Pendergraph knew that ICE could disappear people, because he knew that
in addition to the publicly listed field offices and detention sites,
ICE is also confining people in 186 unlisted and unmarked subfield
offices, many in suburban office parks or commercial spaces revealing no
information about their ICE tenants--nary a sign, a marked car or even a
US flag. (Presumably there is a flag at the Veterans Affairs Complex in
Castle Point, New York, but no one would associate it with the Criminal
Alien Program ICE is running out of Building 7.) Designed for confining
individuals in transit, with no beds or showers, subfield offices are
not subject to ICE Detention Standards.

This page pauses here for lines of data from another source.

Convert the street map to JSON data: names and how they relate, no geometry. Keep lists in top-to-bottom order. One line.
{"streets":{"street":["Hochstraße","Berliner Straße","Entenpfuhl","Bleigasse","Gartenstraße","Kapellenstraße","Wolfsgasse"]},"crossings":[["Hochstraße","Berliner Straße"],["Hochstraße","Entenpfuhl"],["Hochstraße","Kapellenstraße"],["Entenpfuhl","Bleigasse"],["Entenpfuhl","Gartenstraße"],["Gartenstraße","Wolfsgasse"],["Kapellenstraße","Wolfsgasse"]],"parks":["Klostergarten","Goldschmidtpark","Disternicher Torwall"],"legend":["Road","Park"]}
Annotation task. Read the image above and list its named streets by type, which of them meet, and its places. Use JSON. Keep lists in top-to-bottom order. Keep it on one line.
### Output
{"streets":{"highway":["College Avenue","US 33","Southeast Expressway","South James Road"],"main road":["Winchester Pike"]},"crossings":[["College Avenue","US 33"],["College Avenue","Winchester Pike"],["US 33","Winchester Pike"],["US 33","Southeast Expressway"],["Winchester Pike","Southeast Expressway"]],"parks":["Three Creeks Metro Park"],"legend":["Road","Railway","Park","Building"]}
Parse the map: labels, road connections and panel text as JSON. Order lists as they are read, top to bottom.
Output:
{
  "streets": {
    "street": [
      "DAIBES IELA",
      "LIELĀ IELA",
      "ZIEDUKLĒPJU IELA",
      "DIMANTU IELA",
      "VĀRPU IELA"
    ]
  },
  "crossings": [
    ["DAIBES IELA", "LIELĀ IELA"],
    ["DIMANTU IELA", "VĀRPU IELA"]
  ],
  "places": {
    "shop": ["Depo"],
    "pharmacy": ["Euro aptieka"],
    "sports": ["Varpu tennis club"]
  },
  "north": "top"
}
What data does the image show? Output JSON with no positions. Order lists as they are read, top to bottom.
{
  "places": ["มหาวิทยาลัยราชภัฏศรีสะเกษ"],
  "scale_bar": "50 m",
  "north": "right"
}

The subfield office network was
mentioned in an October report by Dora Schriro, then special adviser to
Janet Napolitano, secretary of Homeland Security, but no locations were
provided.
ICE agents regularly impersonate civilians--OSHA inspectors, insurance
agents, religious workers--in order to arrest longtime US residents who
have no criminal history. Jacqueline Stevens has reported a web-exclusive companion piece on ICE agents' ruse operations.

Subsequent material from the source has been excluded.